Problem
The records below are to be copied exactly, with every picture left out.

Data to examine
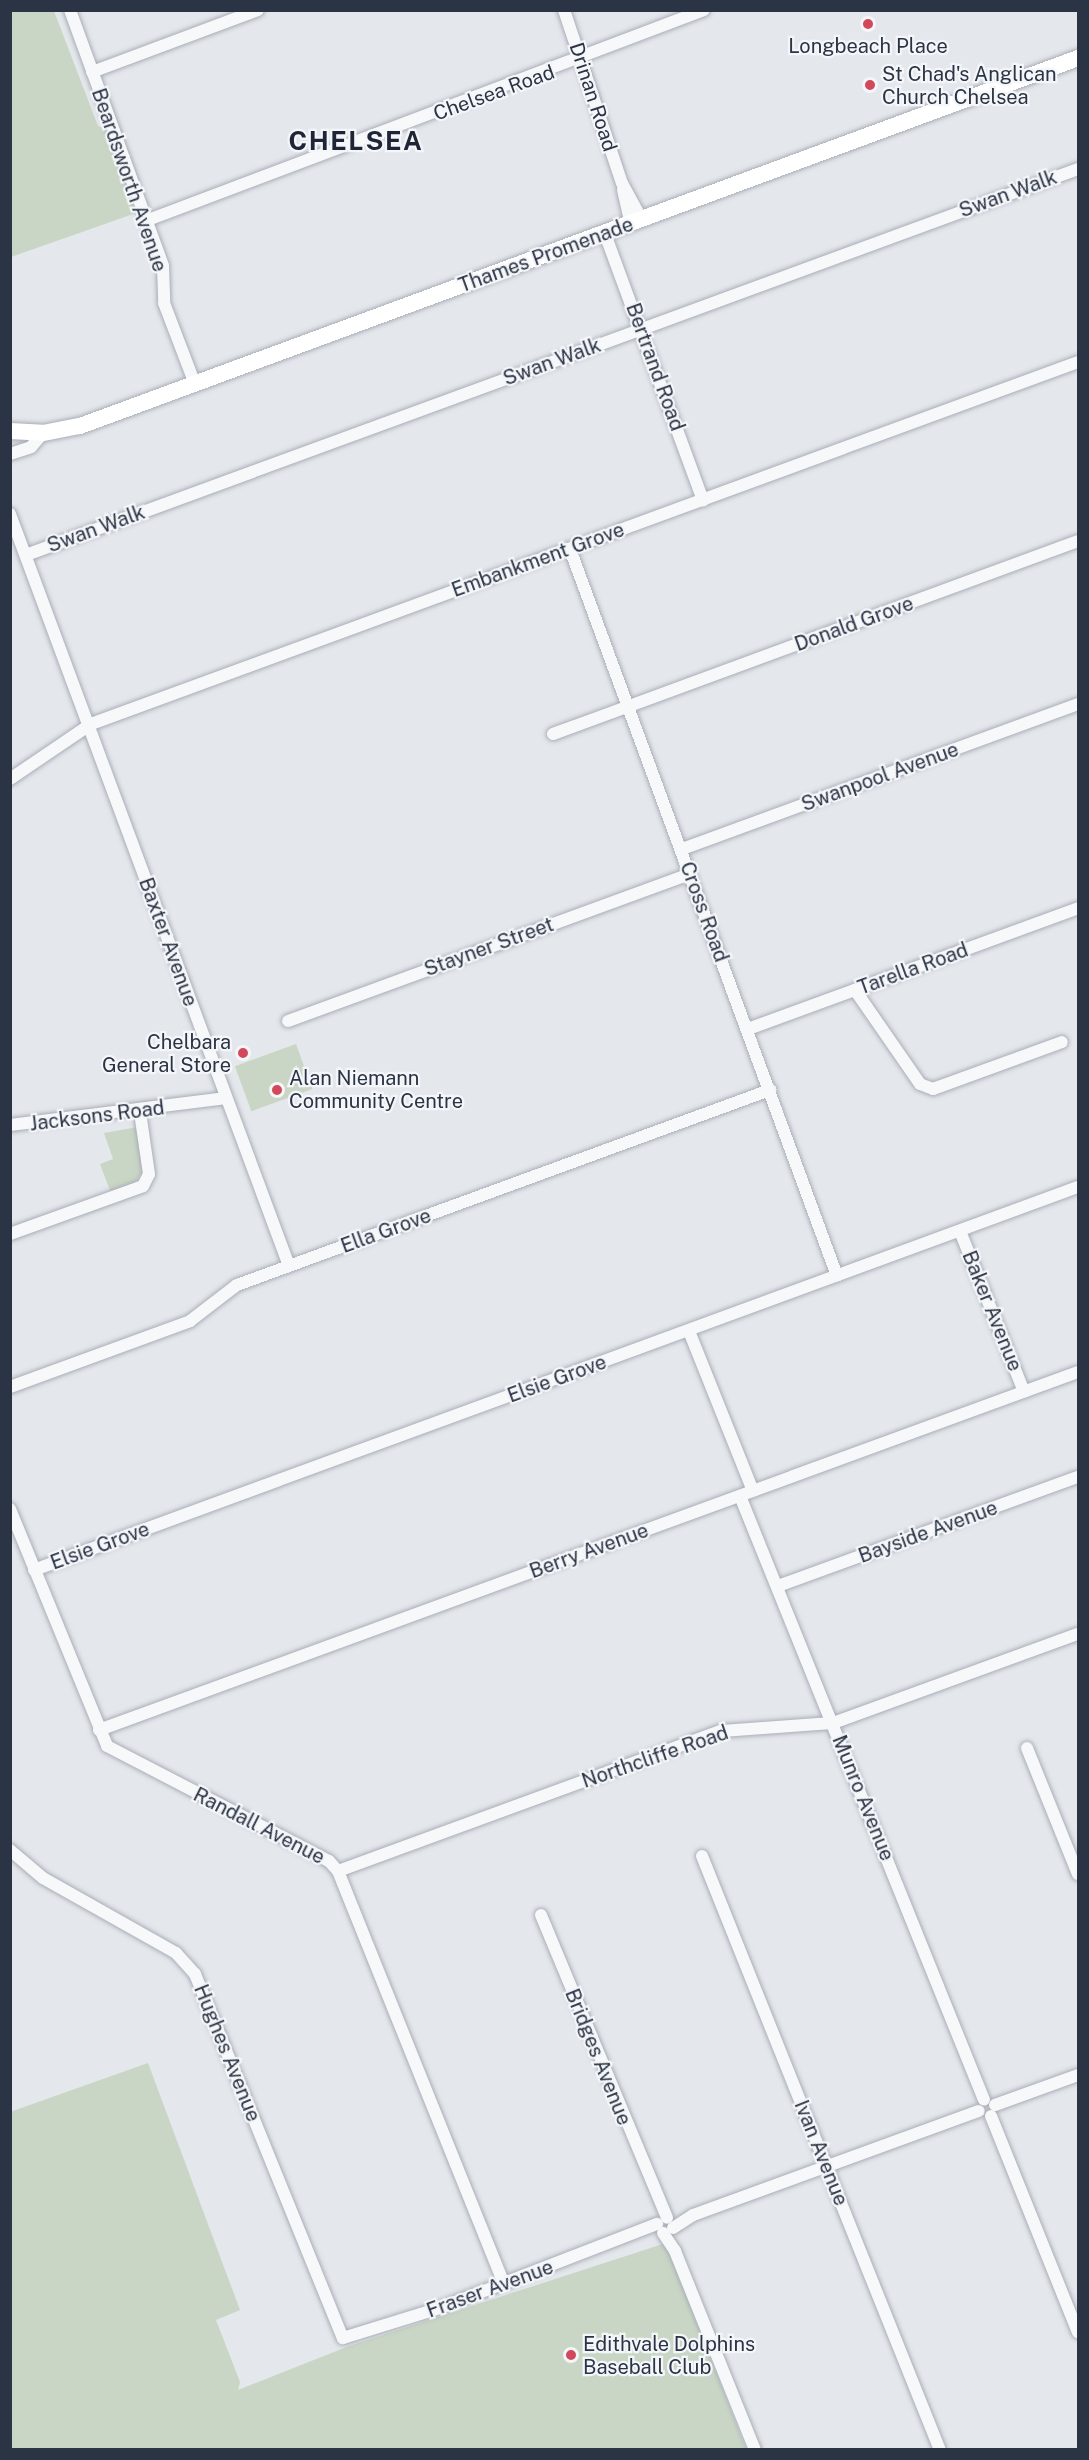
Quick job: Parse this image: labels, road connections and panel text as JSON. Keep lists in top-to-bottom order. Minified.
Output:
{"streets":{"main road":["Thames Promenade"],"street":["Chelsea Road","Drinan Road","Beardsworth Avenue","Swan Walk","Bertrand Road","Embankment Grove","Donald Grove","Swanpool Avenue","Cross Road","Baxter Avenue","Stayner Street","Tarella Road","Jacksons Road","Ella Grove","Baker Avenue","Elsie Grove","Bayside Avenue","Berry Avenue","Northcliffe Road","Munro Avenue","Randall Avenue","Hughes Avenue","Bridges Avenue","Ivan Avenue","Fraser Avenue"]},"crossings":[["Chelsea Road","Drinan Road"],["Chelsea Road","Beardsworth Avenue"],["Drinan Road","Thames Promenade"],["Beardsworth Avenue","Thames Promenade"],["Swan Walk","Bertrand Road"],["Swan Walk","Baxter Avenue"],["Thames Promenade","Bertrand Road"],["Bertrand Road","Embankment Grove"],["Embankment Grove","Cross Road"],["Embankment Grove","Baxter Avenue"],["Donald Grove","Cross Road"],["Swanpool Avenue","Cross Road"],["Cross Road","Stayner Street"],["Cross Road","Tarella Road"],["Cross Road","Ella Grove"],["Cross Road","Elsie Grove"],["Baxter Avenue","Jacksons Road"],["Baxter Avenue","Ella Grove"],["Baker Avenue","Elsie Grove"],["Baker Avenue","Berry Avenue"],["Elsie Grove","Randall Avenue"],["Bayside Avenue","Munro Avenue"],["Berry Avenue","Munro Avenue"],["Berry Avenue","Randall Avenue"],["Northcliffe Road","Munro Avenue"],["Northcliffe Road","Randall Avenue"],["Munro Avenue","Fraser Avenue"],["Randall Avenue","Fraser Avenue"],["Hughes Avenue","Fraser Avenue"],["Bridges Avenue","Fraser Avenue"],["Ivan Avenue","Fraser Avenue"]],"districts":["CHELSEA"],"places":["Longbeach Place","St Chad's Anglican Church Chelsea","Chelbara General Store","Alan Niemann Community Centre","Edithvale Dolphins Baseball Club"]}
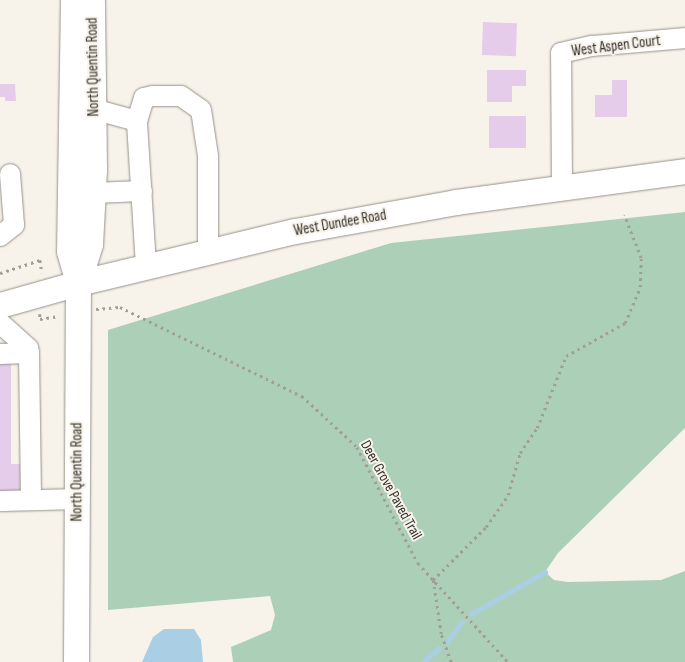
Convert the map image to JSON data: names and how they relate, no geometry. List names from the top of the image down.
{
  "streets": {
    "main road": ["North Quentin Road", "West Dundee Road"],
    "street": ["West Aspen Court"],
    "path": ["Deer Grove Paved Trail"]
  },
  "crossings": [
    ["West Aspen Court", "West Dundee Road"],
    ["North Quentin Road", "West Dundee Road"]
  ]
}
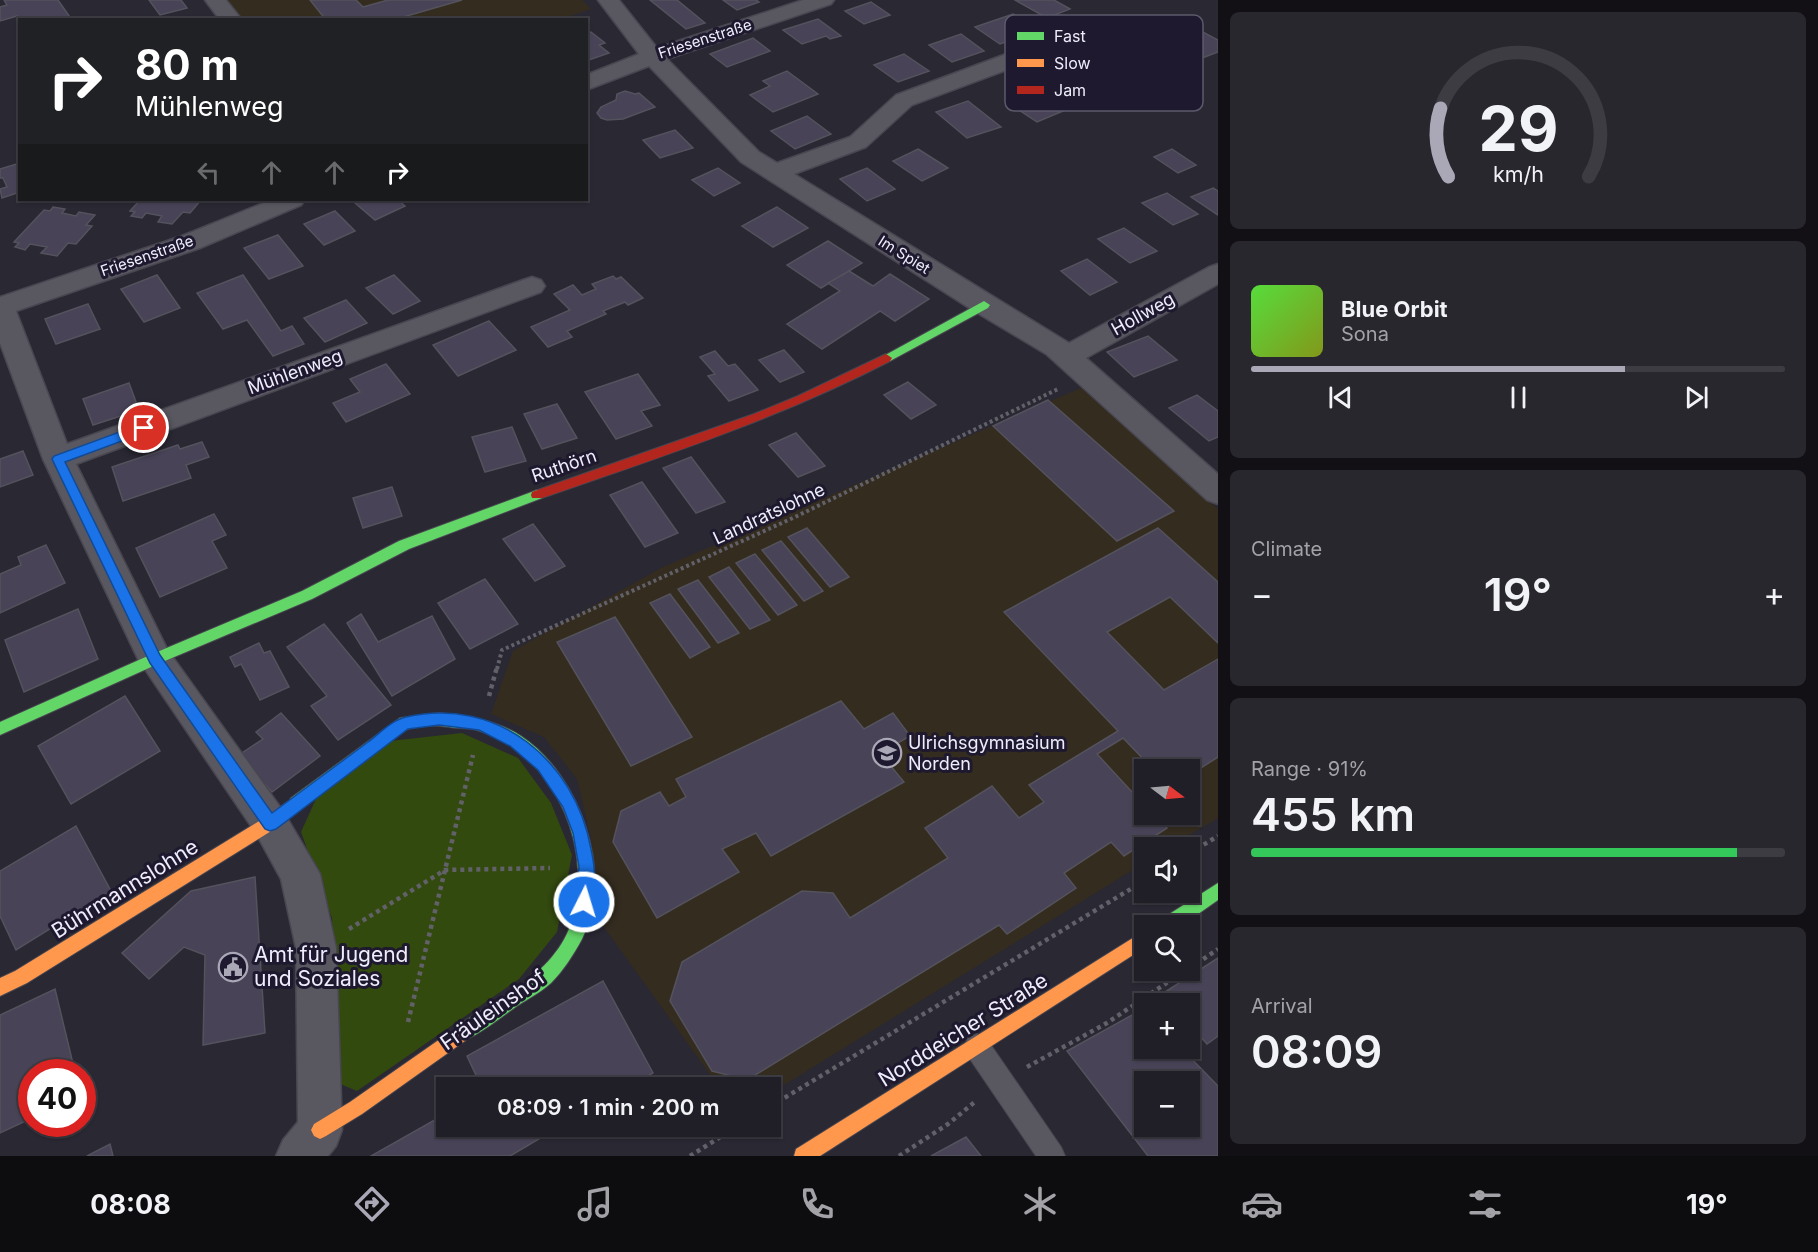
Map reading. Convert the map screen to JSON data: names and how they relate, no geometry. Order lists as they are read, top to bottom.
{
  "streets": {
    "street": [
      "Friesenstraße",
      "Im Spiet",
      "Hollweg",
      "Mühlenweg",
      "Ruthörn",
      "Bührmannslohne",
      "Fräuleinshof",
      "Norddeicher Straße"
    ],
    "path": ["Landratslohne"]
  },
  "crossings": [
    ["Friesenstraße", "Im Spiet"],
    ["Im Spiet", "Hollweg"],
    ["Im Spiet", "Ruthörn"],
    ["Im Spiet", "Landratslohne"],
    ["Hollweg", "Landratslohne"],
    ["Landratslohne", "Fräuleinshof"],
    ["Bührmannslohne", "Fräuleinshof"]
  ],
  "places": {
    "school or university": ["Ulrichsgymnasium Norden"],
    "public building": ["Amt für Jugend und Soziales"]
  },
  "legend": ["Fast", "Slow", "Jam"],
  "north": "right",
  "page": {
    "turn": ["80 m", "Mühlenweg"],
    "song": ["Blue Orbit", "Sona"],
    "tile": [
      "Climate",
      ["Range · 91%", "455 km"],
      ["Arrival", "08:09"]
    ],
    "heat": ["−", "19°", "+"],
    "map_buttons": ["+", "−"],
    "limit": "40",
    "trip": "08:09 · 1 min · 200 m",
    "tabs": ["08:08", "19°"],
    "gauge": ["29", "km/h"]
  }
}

Task result
Quick job: Parse this image: labels, road connections and panel text as JSON. Keep lists in top-to-bottom order. Minified.
Output:
{"streets":{"main road":["Thames Promenade"],"street":["Chelsea Road","Drinan Road","Beardsworth Avenue","Swan Walk","Bertrand Road","Embankment Grove","Donald Grove","Swanpool Avenue","Cross Road","Baxter Avenue","Stayner Street","Tarella Road","Jacksons Road","Ella Grove","Baker Avenue","Elsie Grove","Bayside Avenue","Berry Avenue","Northcliffe Road","Munro Avenue","Randall Avenue","Hughes Avenue","Bridges Avenue","Ivan Avenue","Fraser Avenue"]},"crossings":[["Chelsea Road","Drinan Road"],["Chelsea Road","Beardsworth Avenue"],["Drinan Road","Thames Promenade"],["Beardsworth Avenue","Thames Promenade"],["Swan Walk","Bertrand Road"],["Swan Walk","Baxter Avenue"],["Thames Promenade","Bertrand Road"],["Bertrand Road","Embankment Grove"],["Embankment Grove","Cross Road"],["Embankment Grove","Baxter Avenue"],["Donald Grove","Cross Road"],["Swanpool Avenue","Cross Road"],["Cross Road","Stayner Street"],["Cross Road","Tarella Road"],["Cross Road","Ella Grove"],["Cross Road","Elsie Grove"],["Baxter Avenue","Jacksons Road"],["Baxter Avenue","Ella Grove"],["Baker Avenue","Elsie Grove"],["Baker Avenue","Berry Avenue"],["Elsie Grove","Randall Avenue"],["Bayside Avenue","Munro Avenue"],["Berry Avenue","Munro Avenue"],["Berry Avenue","Randall Avenue"],["Northcliffe Road","Munro Avenue"],["Northcliffe Road","Randall Avenue"],["Munro Avenue","Fraser Avenue"],["Randall Avenue","Fraser Avenue"],["Hughes Avenue","Fraser Avenue"],["Bridges Avenue","Fraser Avenue"],["Ivan Avenue","Fraser Avenue"]],"districts":["CHELSEA"],"places":["Longbeach Place","St Chad's Anglican Church Chelsea","Chelbara General Store","Alan Niemann Community Centre","Edithvale Dolphins Baseball Club"]}
Convert the map image to JSON data: names and how they relate, no geometry. List names from the top of the image down.
{
  "streets": {
    "main road": ["North Quentin Road", "West Dundee Road"],
    "street": ["West Aspen Court"],
    "path": ["Deer Grove Paved Trail"]
  },
  "crossings": [
    ["West Aspen Court", "West Dundee Road"],
    ["North Quentin Road", "West Dundee Road"]
  ]
}
Map reading. Convert the map screen to JSON data: names and how they relate, no geometry. Order lists as they are read, top to bottom.
{
  "streets": {
    "street": [
      "Friesenstraße",
      "Im Spiet",
      "Hollweg",
      "Mühlenweg",
      "Ruthörn",
      "Bührmannslohne",
      "Fräuleinshof",
      "Norddeicher Straße"
    ],
    "path": ["Landratslohne"]
  },
  "crossings": [
    ["Friesenstraße", "Im Spiet"],
    ["Im Spiet", "Hollweg"],
    ["Im Spiet", "Ruthörn"],
    ["Im Spiet", "Landratslohne"],
    ["Hollweg", "Landratslohne"],
    ["Landratslohne", "Fräuleinshof"],
    ["Bührmannslohne", "Fräuleinshof"]
  ],
  "places": {
    "school or university": ["Ulrichsgymnasium Norden"],
    "public building": ["Amt für Jugend und Soziales"]
  },
  "legend": ["Fast", "Slow", "Jam"],
  "north": "right",
  "page": {
    "turn": ["80 m", "Mühlenweg"],
    "song": ["Blue Orbit", "Sona"],
    "tile": [
      "Climate",
      ["Range · 91%", "455 km"],
      ["Arrival", "08:09"]
    ],
    "heat": ["−", "19°", "+"],
    "map_buttons": ["+", "−"],
    "limit": "40",
    "trip": "08:09 · 1 min · 200 m",
    "tabs": ["08:08", "19°"],
    "gauge": ["29", "km/h"]
  }
}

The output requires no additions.